Reputation: 12660
I am trying to use the @ngtools/webpack plugin to create an AoT version of my Angular 4 app within webpack 2, but I am having difficulty understanding what this plugin produces.
In particular, I have a main.aot.ts
entry point in my webpack for AoT, which looks like this:
// main.aot.ts
import { platformBrowser } from '@angular/platform-browser';
import { AppModuleNgFactory } from '../compiled/src/app/app.module.ngfactory';
const platform = platformBrowser();
platform.bootstrapModuleFactory(AppModuleNgFactory);
and an extract of my webpack.config.js
looks like this:
if (envOptions.MODE === 'prod') {
config.module.rules.push(
{test: /\.ts$/, loader: '@ngtools/webpack'}
);
config.plugins.push(
new AotPlugin({
tsConfigPath: path.resolve(__dirname, './app/tsconfig.json'),
entryModule: path.resolve(__dirname, './app/src/app.module#AppModule')
}),
new webpack.optimize.UglifyJsPlugin({
beautify: false,
mangle: {
screw_ie8: true,
keep_fnames: true
},
compress: {
warnings: false,
screw_ie8: true
},
comments: false
})
);
}
Does this @ngtools/webpack
plugin generate module files in the same way that the ngc
compiler does, for inclusion in main.aot.ts
? If not, how does it work? There aren't many examples of this on the web.
Upvotes: 0
Views: 681
Reputation: 1350
The thing about @ngtools/webpack
is that it creates those .ngfactory
files in memory.

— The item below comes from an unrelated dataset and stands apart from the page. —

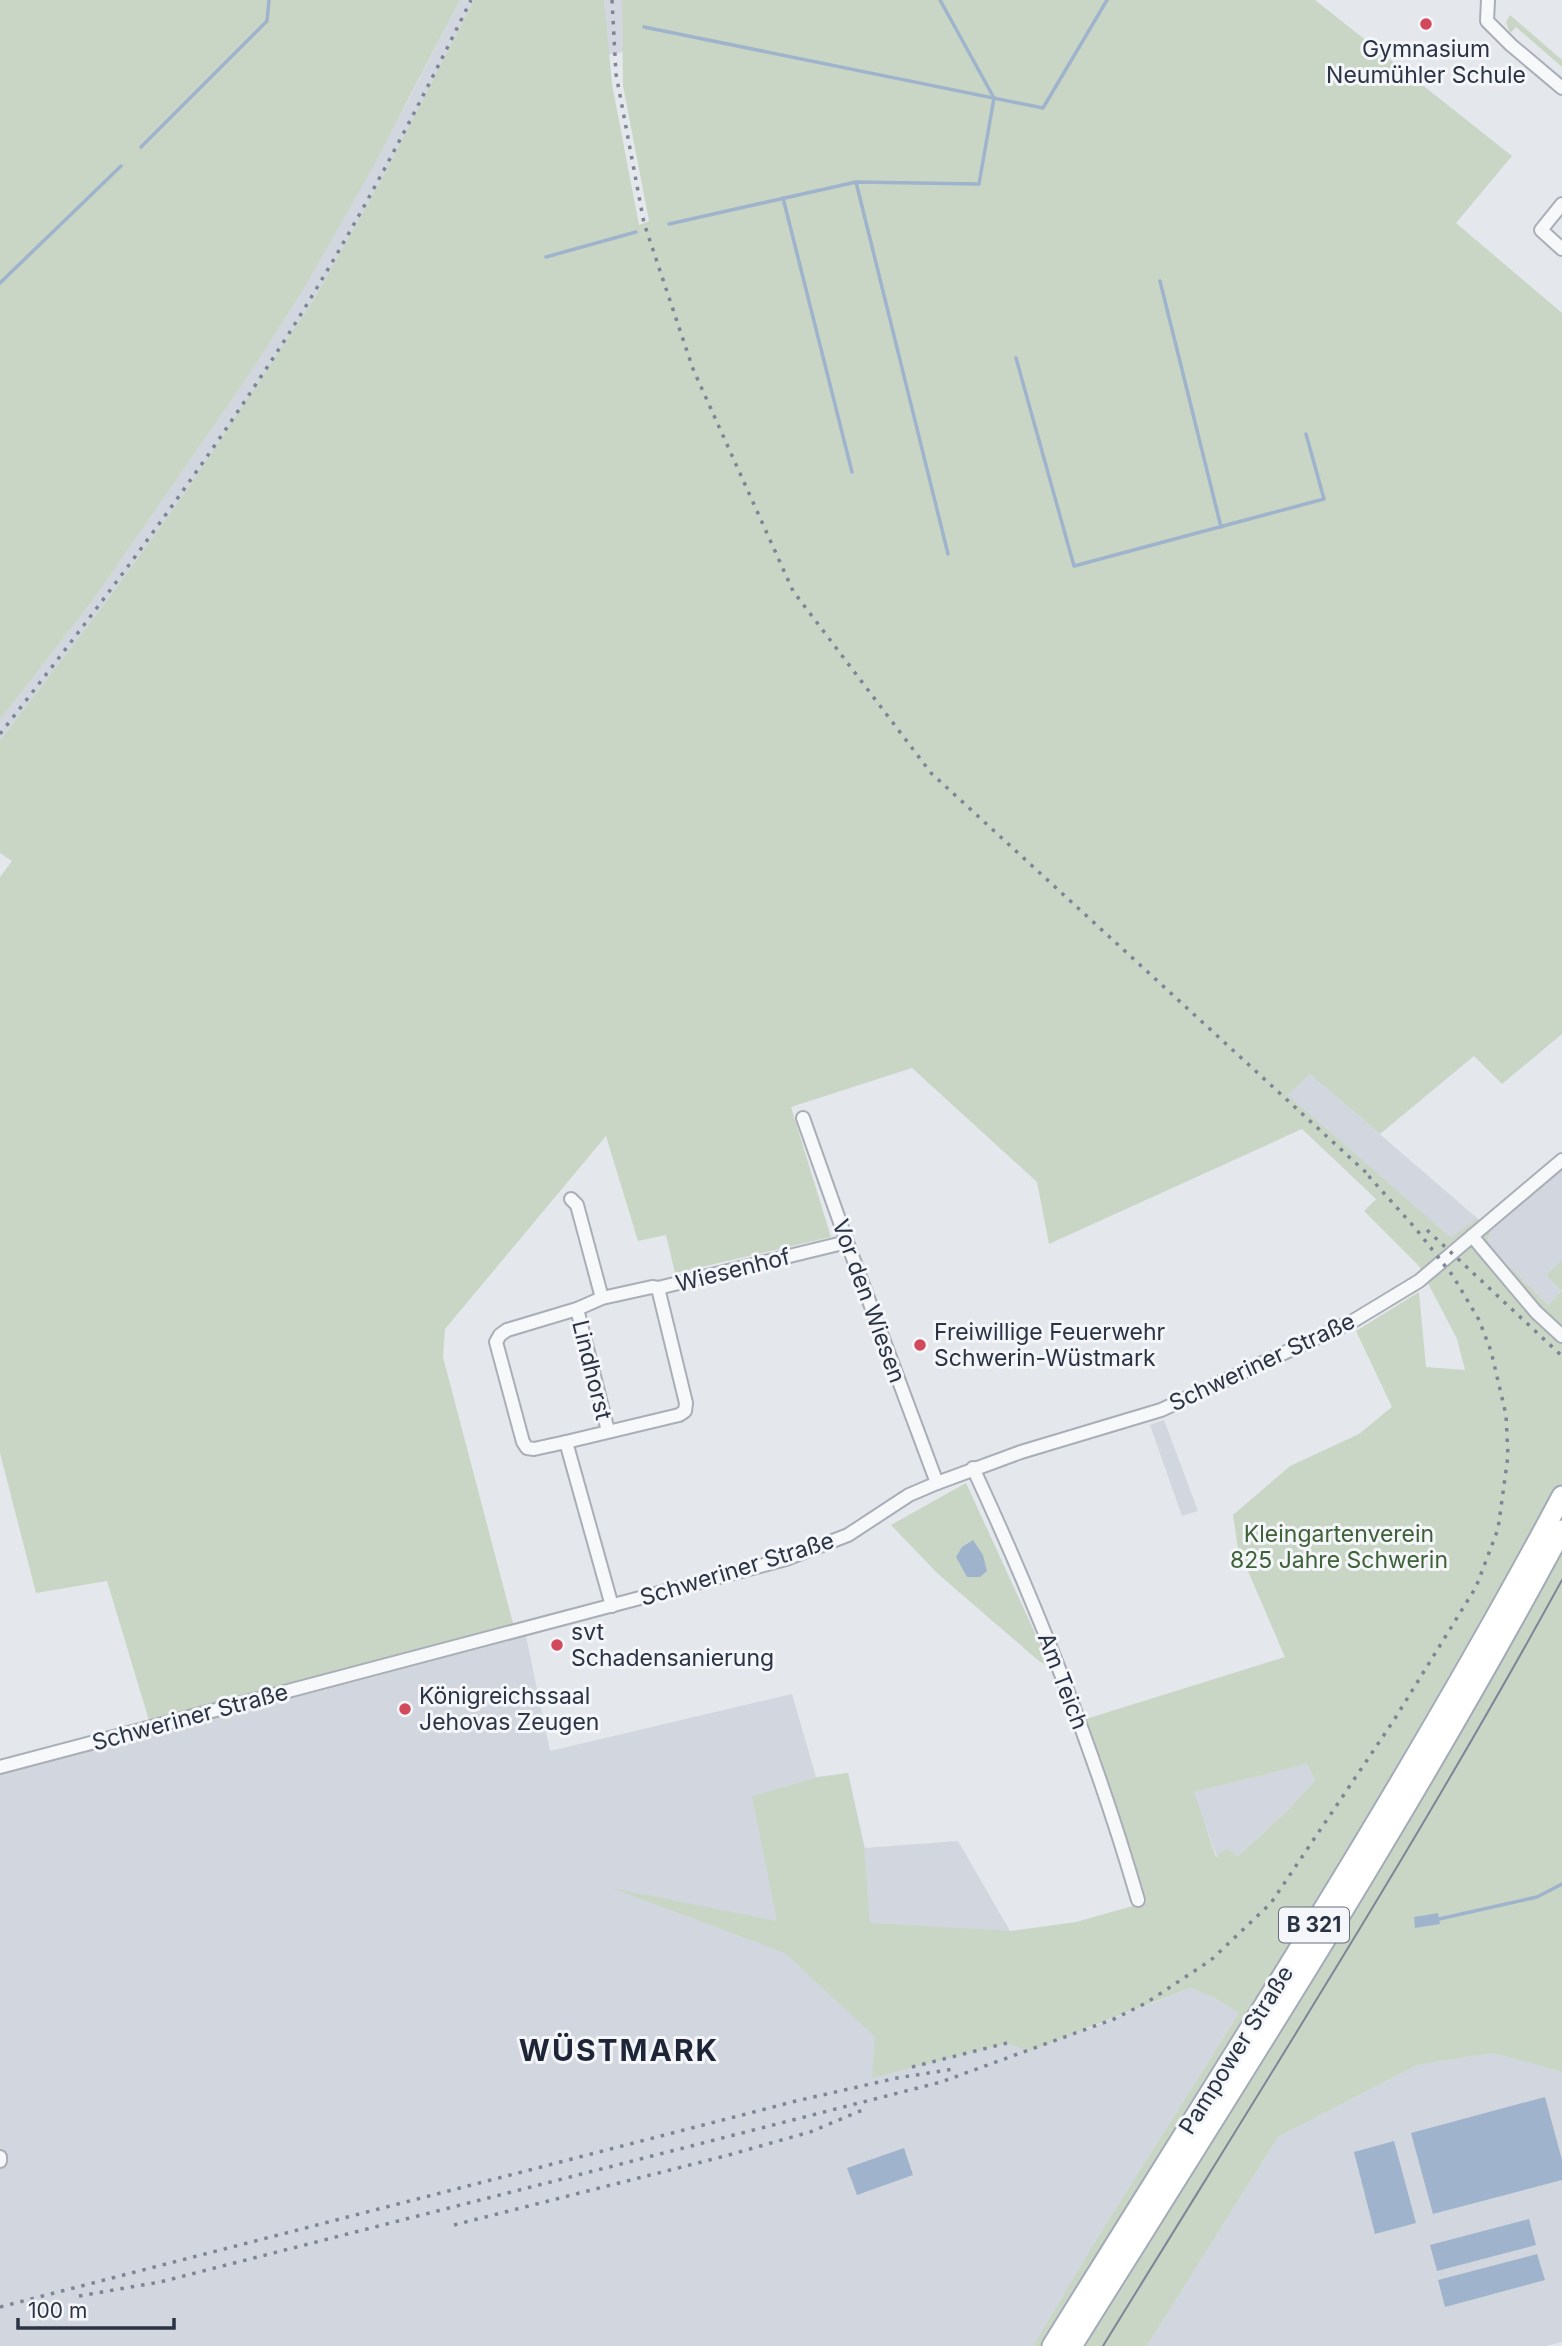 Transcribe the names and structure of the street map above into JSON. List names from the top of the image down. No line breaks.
{"streets":{"main road":["B 321","Pampower Straße"],"street":["Wiesenhof","Vor den Wiesen","Schweriner Straße","Lindhorst","Am Teich"]},"crossings":[["Wiesenhof","Vor den Wiesen"],["Wiesenhof","Lindhorst"],["Vor den Wiesen","Schweriner Straße"],["Schweriner Straße","Am Teich"]],"districts":["WÜSTMARK"],"parks":["Kleingartenverein 825 Jahre Schwerin"],"places":["Gymnasium Neumühler Schule","Freiwillige Feuerwehr Schwerin-Wüstmark","svt Schadensanierung","Königreichssaal Jehovas Zeugen"],"scale_bar":"100 m"}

Therefore there is no need to have any main.aot.ts
.
main.ts
:
import { platformBrowserDynamic } from '@angular/platform-browser-dynamic';
import { enableProdMode } from '@angular/core';
import { AppModule } from './app.module';
if (process.env.ENV === 'production') {
enableProdMode();
}
platformBrowserDynamic().bootstrapModule(AppModule);
In your webpack config:
var aotPlugin = new ngToolsWebpack.AotPlugin({
tsConfigPath: helpers.root('tsconfig.json'),
entryModule: helpers.root('app', 'app.module#AppModule')
});
module: {
rules: [
{
test: /\.ts$/,
use: '@ngtools/webpack'
}
]
},
plugins: [
aotPlugin
]
Now, when you run the webpack the @ngtools/webpack
will internally compile the Angular out of the box.
It's worth noting it's a good practice to have @ngtools/webpack
only for production build because error messages it produces are bollocks.